Our research and development expense consists primarily of personnel
costs for internal software development, third party contracted development
resources and related facilities costs. Research and development expense
increased 3.2% and 2.5% in the three and nine-month periods ended September
30, 2004 compared to the same periods in 2003 due primarily to employee
merit increases and increased offshore consulting expense. However,
research and development expense decreased as a percent of revenue by 0.9
percentage points and 1.5 percentage points for the three and nine months
ended September 30, 2004 compared to the same periods in 2003. This
decrease is primarily attributable to increased revenue levels without a
corresponding expense increase. Lower internal personnel and facility
expense resulting from decreased headcount partially offset increased
offshore development expense. The expense mix continues to change with
lower internal personnel costs and higher offshore development expense. The
number of internal research and development personnel was 430 on September
30, 2004 compared to 464 on September 30, 2003. We currently have 99
contract workers in India developing software compared to 62 one year ago.
We believe we will be able to further decrease our per-developer cost
through the expanded use of offshore resources, however in the near term,
some duplicate expenses will be incurred as our development programs are
transitioned to these offshore development resources. We believe that
research and development expenditures, including compensation of technical
personnel, are essential to maintaining our competitive position. We expect
research and development expense to be at approximately 20% of revenue for
the near term.
Selling and Marketing. We sell our products through a direct sales
force and our indirect channel sales partners. The majority of our selling
and marketing expense is salaries, benefits, sales commissions and other
expenses related to the direct and indirect sales force, and personnel cost
for marketing and market development programs. Selling and marketing
expense as a percent of revenue decreased by 0.5 percentage points and
increased by 1.2 percentage points for the three and nine-months ended
September 30, 2004 compared to the same period in 2003. In absolute dollars
selling and marketing expense increased by 6.6% and 13.3% for the three and
nine-month periods ended September 30, 2004 compared to 2003. Approximately
$13.3 million, or 95%, of the year to date increase is attributable to
organizational changes that resulted in higher salaries, higher variable
compensation and associated benefits. We expect selling and marketing
expense to remain at approximately 39% of revenue in the near-term.

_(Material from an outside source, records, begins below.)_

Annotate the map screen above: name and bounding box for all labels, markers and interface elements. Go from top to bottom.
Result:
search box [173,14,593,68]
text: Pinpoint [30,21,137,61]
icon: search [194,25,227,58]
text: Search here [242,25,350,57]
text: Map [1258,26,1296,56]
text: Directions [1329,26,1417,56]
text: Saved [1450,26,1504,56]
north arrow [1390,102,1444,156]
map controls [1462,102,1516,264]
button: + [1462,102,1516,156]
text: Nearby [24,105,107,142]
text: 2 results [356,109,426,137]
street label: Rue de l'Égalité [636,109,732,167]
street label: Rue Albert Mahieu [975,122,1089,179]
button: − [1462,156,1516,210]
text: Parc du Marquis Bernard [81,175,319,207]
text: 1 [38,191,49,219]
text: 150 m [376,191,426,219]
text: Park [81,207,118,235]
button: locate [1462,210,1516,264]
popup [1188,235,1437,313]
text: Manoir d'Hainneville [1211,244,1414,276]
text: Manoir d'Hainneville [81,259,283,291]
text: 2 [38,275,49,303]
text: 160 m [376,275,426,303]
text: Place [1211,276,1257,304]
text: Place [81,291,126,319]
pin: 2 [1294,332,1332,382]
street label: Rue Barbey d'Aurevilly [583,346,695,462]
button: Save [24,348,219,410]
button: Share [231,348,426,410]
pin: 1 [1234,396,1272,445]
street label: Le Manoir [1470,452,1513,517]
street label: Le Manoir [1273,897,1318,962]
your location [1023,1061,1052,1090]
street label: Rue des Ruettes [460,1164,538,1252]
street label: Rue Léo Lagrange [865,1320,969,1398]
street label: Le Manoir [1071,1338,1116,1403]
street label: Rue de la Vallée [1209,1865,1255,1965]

General and Administrative. Our general and administrative expense
consists primarily of salaries, benefits, and other expenses related to
personnel costs for finance, information technology, legal, human resources
and general management and the cost of outside professional services.
General and administrative expense as a percent of revenue decreased 0.4
percentage points and increased 0.1 percentage points in the three and
nine-month periods ended September 30, 2004 compared to the same periods in
2003. In absolute dollars general and administrative expenses increased
3.3% and 11.2% in the three and nine-month periods ended September 30, 2004
compared to the same periods in 2003. The increases in general and
administrative expense between the comparative periods are attributed to
higher salary costs and benefits due to increased headcount and merit
increases as well as increased legal and accounting fees associated with
compliance to meet recently mandated corporate governance regulations. We
expect general and administrative expense to remain at approximately 10% of
revenue in the near-term.
Other Income, Net. Other income, net consists primarily of interest
income earned on our cash and investments, and other items including
realized foreign exchange gains and losses and interest expense. Other
income, net of other expenses, was $1.2 million and $3.2 million for the
three and nine-month periods ended September 30, 2004 compared to $0.6
million and $3.3 million during for the three and nine-month periods ended
28
September 30, 2003. The weighted average interest rate earned on cash, cash
equivalents and investments was 1.88% during the nine months ended
September 30, 2004 compared to 1.35% for the same period in 2003.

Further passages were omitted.